Question

Four spheres each of mass \( M \) and radius \( R \) are placed with their centres on the corners of a square of side \( L \). The moment of inertia of the system about any side of the square is

• A. \( \frac{4}{3} MR^2 + ML^2 \)
• B. \( \frac{3}{5} MR^2 + 2ML^2 \)
• C. \( \frac{8}{5} MR^2 + 2ML^2 \)
• D. \( \frac{6}{5} MR^2 + ML^2 \)

Hint:

To calculate the moment of inertia of objects arranged in a specific configuration, consider both the individual moments and use the parallel axis theorem for objects not centered on the axis of rotation.

Answer 1

The Correct Option is C

Step 1: Moment of inertia of a single sphere.
The moment of inertia of a single sphere about an axis passing through its center is given by: \[ I_{\text{sphere}} = \frac{2}{5} m R^2 \] where \( m \) is the mass and \( R \) is the radius of the sphere.

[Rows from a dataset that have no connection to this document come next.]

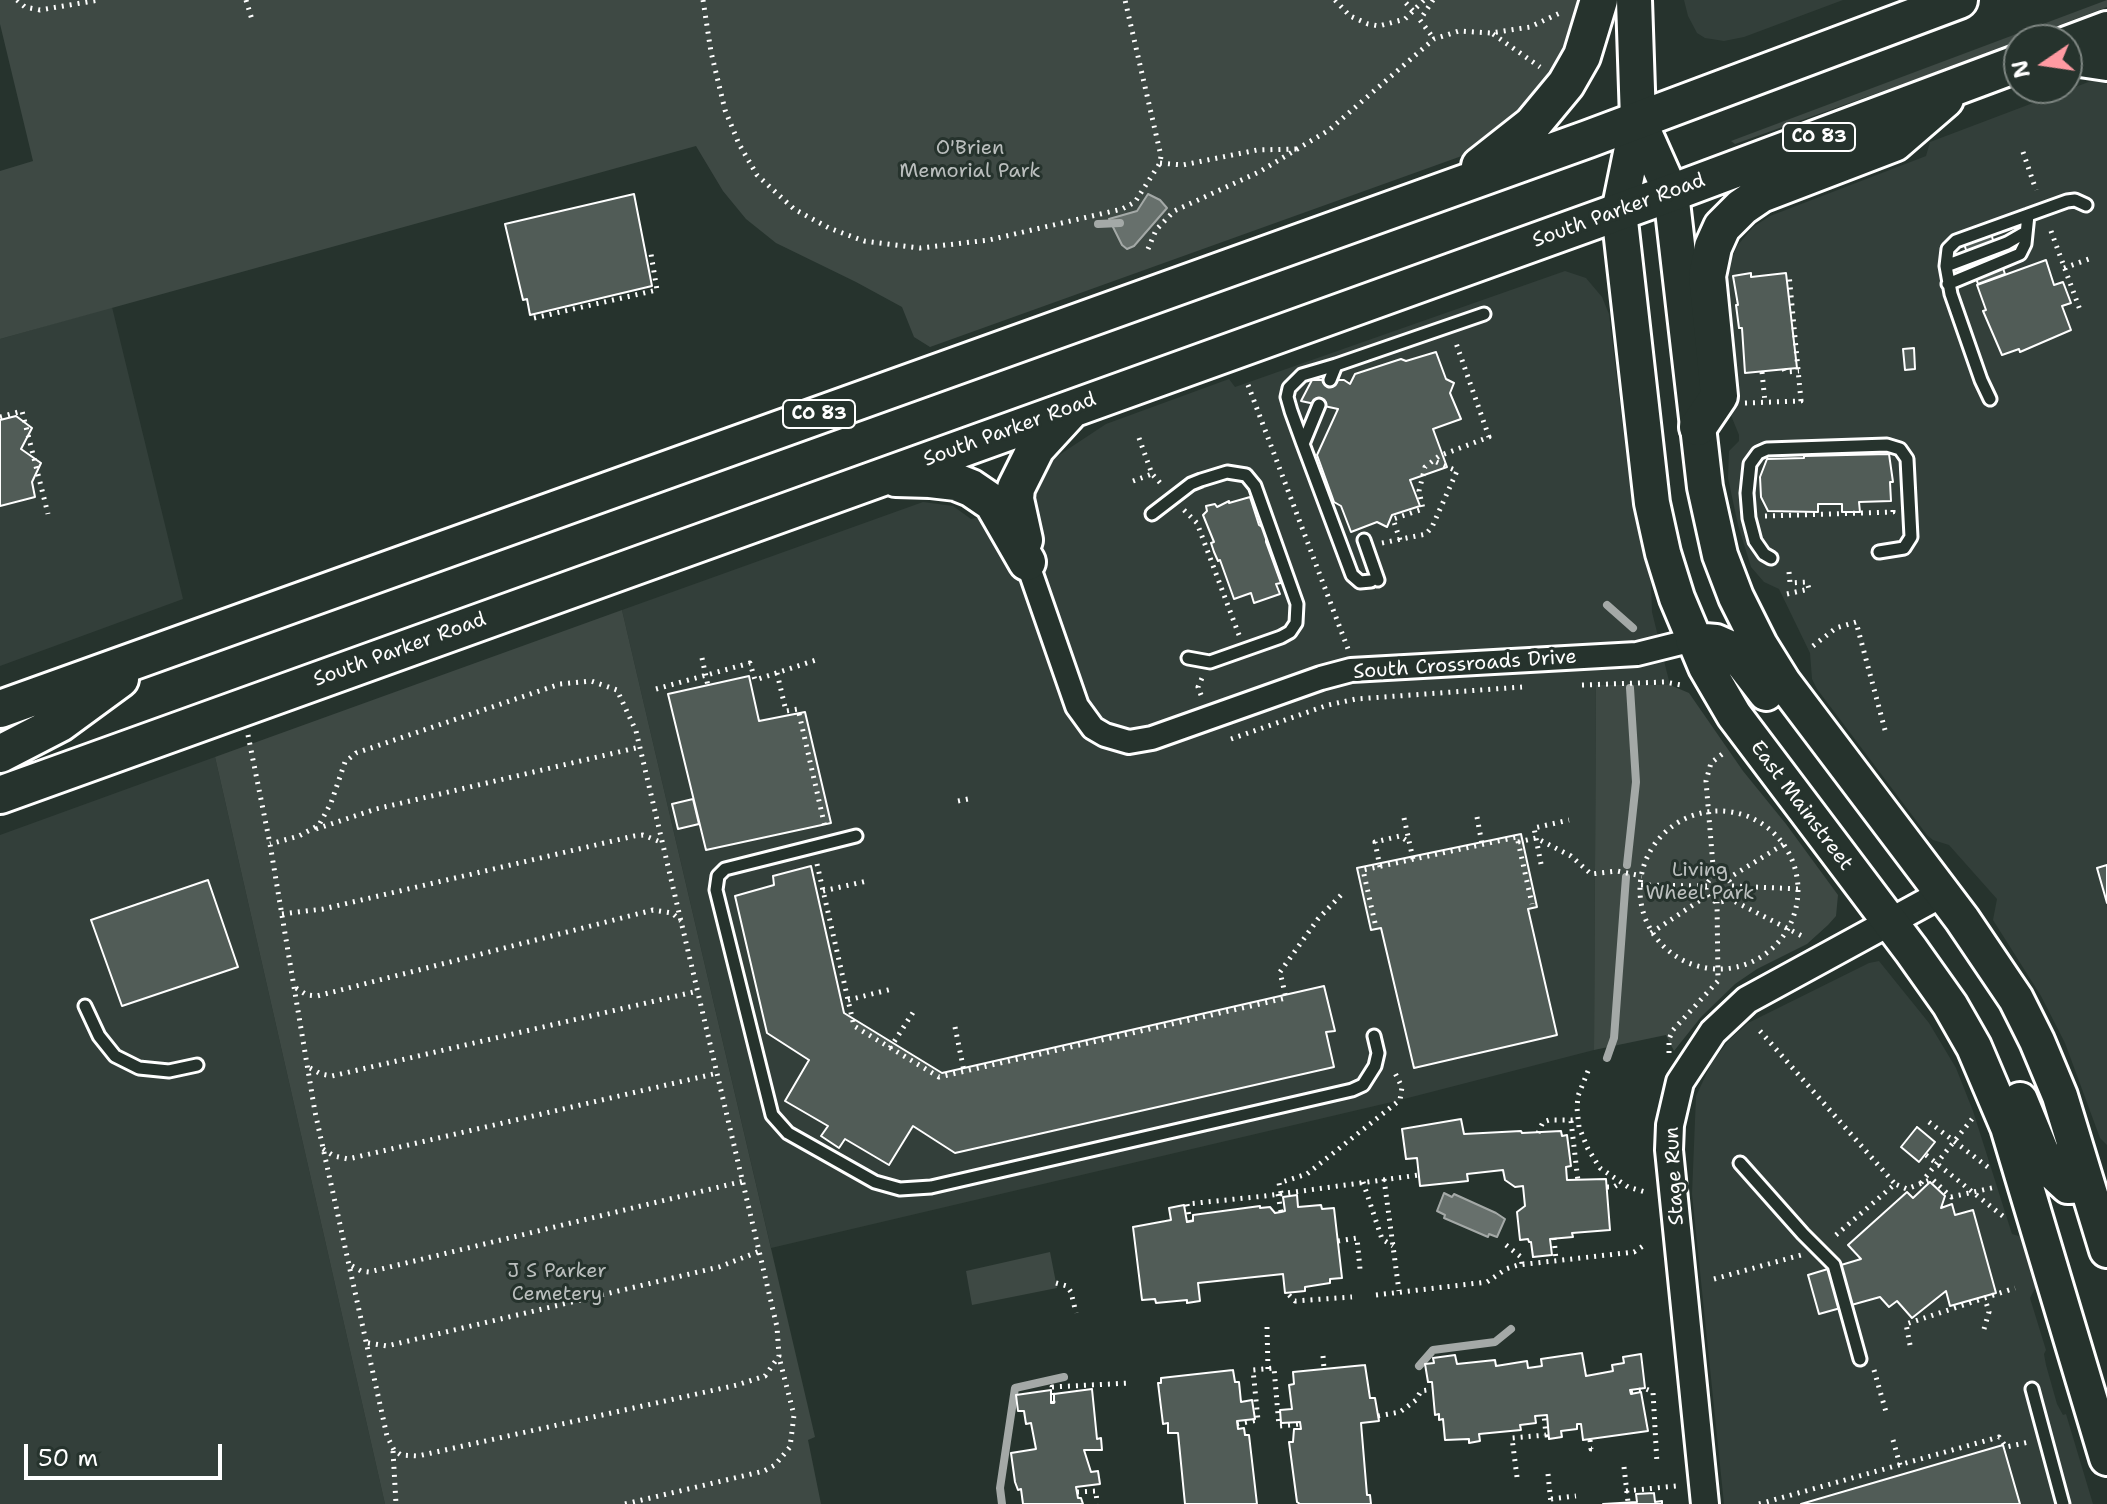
<!DOCTYPE html>
<style>
body{margin:0}
#map{position:relative;width:2107px;height:1504px;overflow:hidden;background:#26332d;font-family:"Shantell Sans",sans-serif}
canvas{display:block}
.north{position:absolute;left:2003px;top:24px;width:80px;height:80px;box-sizing:border-box;background:#26332d;border:2px solid #7d8581;border-radius:50%;rotate:257deg;font-size:22px;font-weight:700;line-height:32px;text-align:center;color:#fff}
.north::after{content:'';display:block;margin:auto;width:28px;height:36px;background:#ff9aa2;clip-path:polygon(50% 0,100% 100%,50% 72%,0 100%)}
.scale{position:absolute;left:24px;top:1444px;width:198px;height:36px;box-sizing:border-box;border:4px solid #fff;border-top:0;padding-left:10px;font-size:24px;line-height:28px;white-space:nowrap;color:#fff;-webkit-text-stroke:6px #26332d;paint-order:stroke}
</style>
<div id="map">
<canvas width="2107" height="1504"></canvas>
<div class="north">N</div>
<div class="scale">50 m</div>
</div>
<script>
const ctx = document.querySelector('canvas').getContext('2d');
ctx.lineJoin = 'round';
function paint(path, color) {
  ctx.fillStyle = color;
  ctx.fill(path, 'evenodd');
}
function toPath(rows) {
  const path = new Path2D();
  for (const r of rows) {
    if (r.length === 3) {
      path.moveTo(r[0] + r[2], r[1]);
      path.arc(r[0], r[1], r[2], 0, 2 * Math.PI);
      continue;
    }
    path.moveTo(r[0], r[1]);
    for (let i = 2; i < r.length; i += 2) path.lineTo(r[i], r[i + 1]);
  }
  return path;
}
function trace(path, color, width, dash) {
  ctx.strokeStyle = color;
  ctx.lineWidth = width;
  ctx.lineCap = dash ? 'butt' : 'round';
  ctx.setLineDash(dash || []);
  ctx.stroke(path);
}
function write(font, color, halo, rows, align = 'center') {
  ctx.font = font + ' "Shantell Sans",sans-serif';
  ctx.lineWidth = 6;
  ctx.setLineDash([]);
  ctx.textBaseline = 'middle';
  ctx.strokeStyle = halo;
  ctx.fillStyle = color;
  for (const [text, x, y, turn = 0] of rows) {
    ctx.save();
    ctx.translate(x, y);
    ctx.rotate((+turn || 0) * Math.PI / 180);
    ctx.textAlign = isNaN(turn) ? turn : align;
    if (halo) ctx.strokeText(text, 0, 0);
    ctx.fillText(text, 0, 0);
    ctx.restore();
  }
}
const built = toPath([
 [1684,0,1843,0,1744,37,1724,41,1705,38,1697,33,1688,16],
 [2107,75,2107,1145,2100,1138,2065,1043,2041,996,1993,920,1997,899,1949,845,1933,840,1927,835,1817,689,1812,679,1810,653,1779,589,1764,582,1751,567,1738,525,1728,478,1729,451,1739,441,1739,435,1728,408,1715,282,1728,281,1729,265,1737,246,1753,227,1770,216,1926,156,1930,142],
 [1565,271,1586,278,1602,297,1609,314,1633,510,1651,583,1652,612,1670,685,1596,686,1594,1050,1400,1100,771,1248,622,610,923,502,953,506,971,519,1028,507,1030,488,1047,463,1106,424,1229,379,1235,387],
 [112,307,183,599,0,666,0,339],
 [215,757,385,1504,0,1504,0,835],
 [1879,961,1929,1023,1956,1068,1973,1111,2012,1234,2022,1237,2037,1285,2030,1298,2046,1350,2044,1354,2046,1365,2057,1404,2063,1415,2066,1414,2093,1504,1724,1504,1692,1194,1696,1096,1711,1064,1729,1040,1748,1023,1869,963]
]);
const green = toPath([
 [0,0,1581,0,1577,22,1551,88,1484,148,930,347,914,337,902,307,856,282,776,243,746,219,723,191,696,146,0,339,0,171,33,161,0,24],
 [2107,0,2107,7,1925,76,1735,144,1731,141],
 [622,610,815,1437,808,1440,821,1504,385,1504,215,757],
 [1596,685,1670,685,1689,693,1743,771,1786,824,1838,895,1836,916,1828,925,1807,944,1757,969,1735,984,1701,1017,1674,1051,1666,1035,1594,1050],
 [1050,1252,1057,1288,972,1305,966,1271]
]);
const water = toPath([
 [1148,194,1160,200,1167,208,1134,246,1127,249,1122,245,1109,219,1137,211,1148,194],
 [1444,1193,1452,1197,1454,1194,1496,1213,1505,1219,1497,1237,1489,1234,1488,1237,1444,1218,1445,1215,1437,1211,1444,1193]
]);
const stream = toPath([
 [1098,224,1120,223],
 [1607,605,1633,628],
 [1627,865,1636,782,1630,688],
 [1607,1058,1614,1038,1626,877],
 [1419,1366,1433,1350,1495,1342,1511,1329],
 [1002,1504,1000,1488,1015,1388,1064,1377]
]);
const building = toPath([
 [634,194,652,286,530,315,527,299,523,300,505,224,634,194],
 [1991,234,2005,274,1978,284,1964,244,1991,234],
 [2046,260,2054,285,2063,282,2071,303,2062,306,2071,330,2020,352,2019,349,2002,355,1983,311,1986,310,1977,285,2046,260],
 [1751,273,1751,277,1786,273,1797,368,1745,373,1742,328,1739,328,1736,305,1738,305,1733,276,1751,273],
 [1914,348,1915,369,1905,370,1903,349,1914,348],
 [1436,352,1446,379,1454,383,1450,393,1461,419,1433,429,1447,467,1410,480,1420,506,1392,515,1387,527,1377,522,1351,532,1341,506,1334,502,1317,455,1338,409,1301,401,1312,380,1344,380,1350,384,1355,374,1401,359,1406,361,1436,352],
 [16,416,32,428,21,449,41,463,32,482,35,497,0,506,0,420,16,416],
 [1889,454,1893,482,1890,482,1891,501,1859,502,1860,512,1842,512,1842,504,1818,504,1818,512,1768,511,1761,497,1760,477,1767,459,1804,458,1804,456,1889,454],
 [1250,497,1259,525,1262,527,1266,526,1270,537,1266,539,1266,542,1281,583,1276,584,1280,594,1254,603,1251,593,1234,599,1220,560,1218,561,1214,552,1211,543,1214,542,1203,515,1207,511,1206,506,1215,504,1217,507,1229,501,1229,503,1250,497],
 [749,676,759,721,805,712,831,823,706,850,668,694,749,676],
 [693,799,699,824,678,829,672,804,693,799],
 [1521,834,1537,907,1528,909,1557,1035,1414,1068,1381,928,1371,930,1357,868,1521,834],
 [2107,865,2107,903,2097,868,2107,865],
 [811,866,844,1013,942,1073,1324,986,1335,1031,1326,1032,1334,1067,955,1153,913,1126,889,1165,845,1139,839,1148,821,1136,828,1126,785,1101,809,1060,767,1033,735,896,774,885,773,876,811,866],
 [208,880,238,967,122,1006,91,920,208,880],
 [1461,1119,1464,1134,1521,1131,1522,1133,1561,1131,1562,1136,1567,1135,1571,1166,1566,1167,1567,1180,1606,1179,1610,1230,1572,1233,1573,1237,1550,1239,1552,1255,1533,1257,1531,1242,1529,1242,1528,1239,1520,1240,1517,1212,1525,1206,1523,1186,1515,1187,1505,1180,1503,1170,1467,1174,1468,1181,1420,1186,1417,1158,1406,1159,1402,1129,1461,1119],
 [1917,1127,1935,1142,1919,1162,1901,1147,1917,1127],
 [1930,1182,1945,1196,1941,1208,1952,1204,1955,1215,1973,1210,1996,1293,1950,1306,1946,1291,1912,1318,1897,1301,1889,1307,1880,1297,1819,1314,1808,1275,1861,1259,1848,1245,1907,1192,1913,1198,1930,1182],
 [1297,1195,1298,1207,1321,1205,1322,1209,1334,1208,1342,1278,1330,1279,1330,1283,1305,1287,1305,1291,1285,1293,1283,1274,1198,1283,1200,1301,1187,1303,1187,1300,1156,1303,1155,1299,1142,1300,1133,1227,1171,1220,1169,1208,1184,1205,1187,1222,1193,1221,1193,1215,1260,1206,1260,1208,1270,1207,1275,1213,1281,1212,1285,1211,1283,1197,1297,1195],
 [1582,1353,1586,1376,1613,1371,1612,1365,1624,1363,1623,1357,1641,1354,1645,1388,1630,1390,1631,1394,1641,1392,1648,1431,1583,1440,1581,1424,1577,1424,1577,1429,1561,1431,1562,1437,1549,1439,1547,1415,1535,1416,1536,1423,1520,1425,1521,1430,1479,1434,1480,1441,1469,1443,1469,1439,1445,1440,1443,1419,1439,1420,1439,1414,1435,1415,1432,1382,1428,1382,1425,1364,1434,1363,1433,1358,1455,1355,1457,1364,1495,1360,1496,1366,1527,1361,1528,1368,1542,1366,1541,1359,1582,1353],
 [1365,1365,1370,1398,1375,1398,1379,1421,1361,1423,1367,1495,1370,1495,1371,1504,1300,1504,1297,1502,1289,1442,1293,1442,1294,1429,1301,1429,1300,1422,1281,1423,1280,1410,1292,1409,1289,1385,1294,1384,1293,1372,1365,1365],
 [1233,1370,1235,1382,1239,1382,1241,1402,1252,1400,1255,1419,1237,1421,1238,1429,1244,1428,1245,1435,1249,1435,1257,1504,1185,1504,1178,1433,1168,1433,1168,1423,1163,1424,1158,1383,1161,1383,1161,1378,1233,1370],
 [1092,1389,1097,1439,1101,1438,1102,1450,1084,1450,1091,1472,1098,1471,1100,1484,1076,1487,1078,1498,1081,1498,1083,1504,1023,1504,1021,1489,1018,1490,1015,1482,1011,1453,1036,1449,1031,1423,1026,1424,1024,1411,1018,1411,1016,1395,1051,1390,1051,1403,1054,1403,1054,1394,1092,1389],
 [2003,1445,2020,1504,1801,1504,2003,1445],
 [1654,1493,1655,1502,1662,1501,1662,1504,1603,1504,1637,1502,1636,1494,1654,1493]
]);
const path = toPath([
 [17,0,25,7,40,10,99,0],
 [246,0,253,23],
 [703,0,711,52,725,110,739,144,757,175,794,209,829,228,864,241,920,248,989,240,1122,209,1135,202,1160,163,1161,156,1125,0],
 [1335,0,1350,16,1368,24,1379,26,1405,19,1424,0],
 [1433,0,1420,20,1434,39],
 [1406,3,1414,12],
 [1493,34,1540,67],
 [2023,152,2036,190],
 [1160,163,1183,165,1257,150,1297,149],
 [2051,231,2080,310],
 [1148,249,1156,230,1174,211,1259,172,1329,130,1434,39,1459,31,1491,33,1530,27,1562,12],
 [2064,268,2089,259],
 [534,318,657,290,651,254],
 [1784,369,1785,372,1799,371],
 [1762,372,1765,402],
 [1248,385,1348,649],
 [1745,403,1801,401,1789,274],
 [0,417,22,411,48,514],
 [1139,438,1152,474,1163,486],
 [1133,481,1152,474],
 [1184,510,1197,523,1239,635],
 [1765,516,1893,512,1893,510],
 [1400,540,1393,519,1423,509,1419,491,1425,467,1439,456,1489,437,1456,343],
 [1382,543,1426,534,1432,527,1457,471,1432,460],
 [1787,594,1809,589,1807,582,1790,583,1789,572],
 [1813,646,1836,628,1856,622,1885,730],
 [702,658,708,686],
 [777,673,786,711,798,709,825,827],
 [1582,685,1665,682,1681,685],
 [656,689,750,663,755,680,816,660],
 [1201,695,1198,687,1202,678],
 [248,735,270,844,315,1112,387,1436,394,1450,401,1455,418,1456,737,1385,765,1376,779,1356,777,1327,636,731,617,690,591,681,560,684,356,753,345,762,331,803,319,825,299,836,270,844],
 [1231,739,1328,705,1356,699,1522,687],
 [958,801,968,799],
 [1719,890,79],
 [1477,817,1482,844],
 [1404,818,1413,859],
 [316,829,376,809,640,747],
 [1518,842,1536,838,1571,856,1591,874,1617,871,1642,876],
 [817,864,854,1026,939,1077,1286,998,1280,972,1318,919,1341,895],
 [1541,864,1534,828,1569,820],
 [1380,867,1375,842,1400,836,1410,843],
 [1719,889,13],
 [1714,878,1706,781,1711,763,1726,751],
 [1727,879,1784,844],
 [1641,885,1707,886],
 [1732,886,1800,889],
 [823,891,867,881],
 [1728,898,1806,938],
 [282,914,323,909,634,836,643,835,663,843],
 [1375,923,1363,870,1517,837,1532,904],
 [1651,933,1708,895],
 [296,988,307,995,317,996,653,910,672,913,681,921],
 [848,1000,892,989],
 [955,1027,964,1071],
 [1760,1031,1895,1184],
 [890,1048,914,1011],
 [1669,1053,1669,1039,1673,1030,1718,981,1717,902],
 [310,1068,321,1074,332,1076,698,991],
 [1588,1071,1578,1096,1577,1108,1579,1127,1588,1149,1600,1168,1628,1187,1645,1192],
 [1571,1121,1578,1181],
 [1929,1122,1989,1168],
 [1538,1133,1543,1122,1549,1120,1573,1120],
 [323,1149,334,1156,348,1159,718,1073],
 [1926,1155,2004,1217],
 [1384,1179,1399,1291],
 [1363,1182,1382,1239,1393,1246],
 [1921,1183,1972,1119],
 [1607,1187,1614,1187,1620,1183],
 [1281,1193,1279,1183,1307,1174,1400,1100,1402,1087,1395,1073,1391,1072],
 [1278,1194,1281,1212],
 [1190,1222,1187,1204,1265,1196,1419,1175],
 [1836,1235,1895,1184,1907,1189,1932,1179,1951,1197,1996,1187],
 [1554,1238,1556,1260],
 [1338,1241,1357,1238,1360,1269],
 [1506,1245,1521,1257,1522,1264],
 [352,1266,361,1271,369,1272,744,1181],
 [1714,1279,1801,1255],
 [1056,1283,1067,1286,1071,1292,1076,1313],
 [1289,1295,1295,1301,1352,1297],
 [1376,1295,1487,1282,1506,1269,1518,1265,1634,1252,1646,1244],
 [1267,1327,1268,1369],
 [1984,1329,1989,1312,1985,1299],
 [368,1343,387,1346,719,1267,760,1251],
 [1910,1345,1906,1324,2015,1288],
 [1323,1356,1324,1369],
 [1874,1370,1886,1412],
 [1631,1392,1646,1389,1653,1392,1657,1464],
 [1053,1403,1052,1387,1130,1383],
 [1378,1416,1400,1412,1416,1400,1421,1391,1433,1389],
 [1237,1424,1258,1420,1253,1370,1274,1368,1279,1426,1300,1424],
 [1590,1440,1591,1449,1596,1449],
 [1893,1440,1900,1465],
 [393,1451,396,1504],
 [1624,1467,1628,1502],
 [1548,1474,1551,1504],
 [1517,1477,1512,1438,1546,1435,1544,1415],
 [1626,1491,1676,1486],
 [1077,1492,1096,1491,1097,1504],
 [1551,1499,1576,1496],
 [625,1504,764,1471,775,1465,790,1447,794,1415,779,1357],
 [1759,1504,1999,1437,2006,1447,2029,1442]
]);
const service = toPath([
 [1946,266,2007,243,2026,232],
 [1948,284,2020,254,2025,244,2028,215],
 [1330,380,1336,365,1484,314],
 [1990,399,1981,380,1951,294,1946,266,1948,249,1956,241,2067,201,2075,200,2086,205],
 [1319,405,1303,444,1352,575,1360,582,1371,581],
 [1303,444,1291,411,1287,397,1289,388,1302,375,1336,365],
 [1152,514,1191,484,1201,480,1227,472,1246,475,1255,486,1297,604,1296,623,1290,632,1281,637,1210,662,1188,658],
 [1364,540,1378,580],
 [1771,558,1764,554,1755,541,1749,518,1747,493,1750,464,1758,453,1767,449,1887,445,1900,449,1907,459,1911,537,1904,548,1879,552],
 [856,836,725,869,718,876,716,890,772,1115,788,1133,875,1182,900,1189,931,1187,1352,1090,1363,1085,1375,1066,1378,1053,1374,1036],
 [85,1006,99,1036,115,1056,139,1068,169,1071,197,1065],
 [1740,1163,1803,1234,1834,1265,1860,1359],
 [2032,1389,2063,1504]
]);
const minor = toPath([
 [1027,562,1077,706,1093,728,1105,735,1129,742,1152,738,1321,678,1351,670,1637,654,1693,640]
]);
const tertiary = toPath([
 [1705,1504,1669,1150,1670,1125,1680,1082,1713,1032,1747,1000,1943,893]
]);
const primary = toPath([
 [1634,0,1638,119,1619,212,1652,503,1663,553,1677,598,1706,667,1734,715,1911,950,1950,1005,1974,1047,2008,1127,2107,1458],
 [1638,119,1671,193,1705,487,1720,555,1736,597,1760,645,1783,682,1962,919,2016,999,2037,1041,2060,1096,2107,1250],
 [1693,640,1716,642,1732,649,1766,693],
 [2020,1100,2041,1151,2055,1174,2068,1186,2086,1185]
]);
const trunk = toPath([
 [2067,45,2107,30],
 [2067,56,2107,62],
 [1480,166,1532,125,1566,84,1582,56,1599,0],
 [1698,427,1719,396,1707,276,1713,247,1722,227,1742,207,1761,194,1894,143,1945,99],
 [896,478,930,479,956,482,971,488,993,503,1027,562],
 [1024,540,1015,499,1016,488,1036,448,1070,411],
 [0,709,1588,139,1959,0],
 [0,754,60,723,120,679],
 [0,795,1671,193,2019,63]
]);
const shields = [
 [1819,137,72],
 [819,414,72]
];
const shieldNames = [
 ["CO 83",1819,137],
 ["CO 83",819,414]
];
const parkNames = [
 ["O'Brien",970,149],
 ["Memorial Park",970,172],
 ["Living",1700,871],
 ["Wheel Park",1700,894],
 ["J S Parker",557,1272],
 ["Cemetery",557,1295]
];
const streetNames = [
 ["South Parker Road",1619,211,-20],
 ["South Parker Road",1010,430,-20],
 ["South Parker Road",400,650,-20],
 ["South Crossroads Drive",1465,665,-4],
 ["East Mainstreet",1801,806,53],
 ["Stage Run",1675,1176,-93]
];
paint(built, '#333f3a');
paint(green, '#3e4944');
paint(water, '#67706c');
trace(water, '#a4a9a7', 2);
trace(stream, '#a4a9a7', 8);
paint(building, '#515c57');
trace(building, '#fff', 2);
trace(service, '#fff', 17);
trace(minor, '#fff', 28);
trace(tertiary, '#fff', 32);
trace(primary, '#fff', 40);
trace(trunk, '#fff', 42);
trace(path, '#fff', 5, [2, 6]);
trace(service, '#26332d', 11);
trace(minor, '#26332d', 22);
trace(tertiary, '#26332d', 26);
trace(primary, '#26332d', 34);
trace(trunk, '#26332d', 36);
for (const [x, y, w] of shields) {
  const box = new Path2D();
  box.roundRect(x - w / 2, y - 14, w, 28, 6);
  ctx.fillStyle = '#26332d';
  ctx.fill(box);
  trace(box, '#fff', 2);
}
write('bold 18px', '#fff', null, shieldNames);
write('20px', '#bbbfbe', '#26332d', parkNames);
write('20px', '#fff', '#26332d', streetNames);
</script>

Step 2: Moment of inertia of spheres at the corners.
Each sphere is placed at a corner of the square, and the axis of rotation is along one side of the square. For each sphere, we use the parallel axis theorem to calculate the moment of inertia about the axis passing through the side of the square: \[ I_{\text{total}} = I_{\text{sphere}} + md^2 \] where \( d \) is the distance from the center of the sphere to the axis. In this case, \( d = \frac{L}{\sqrt{2}} \). Step 3: Calculate the total moment of inertia.
There are four spheres, and we calculate the total moment of inertia by summing the contributions from each sphere: \[ I_{\text{total}} = 4 \left( \frac{2}{5} MR^2 + M \left( \frac{L}{\sqrt{2}} \right)^2 \right) \] Simplifying: \[ I_{\text{total}} = 4 \left( \frac{2}{5} MR^2 + \frac{ML^2}{2} \right) \] \[ I_{\text{total}} = \frac{8}{5} MR^2 + 2ML^2 \] Step 4: Conclusion.
Thus, the moment of inertia of the system about any side of the square is \( \frac{8}{5} MR^2 + 2ML^2 \), which corresponds to option (C).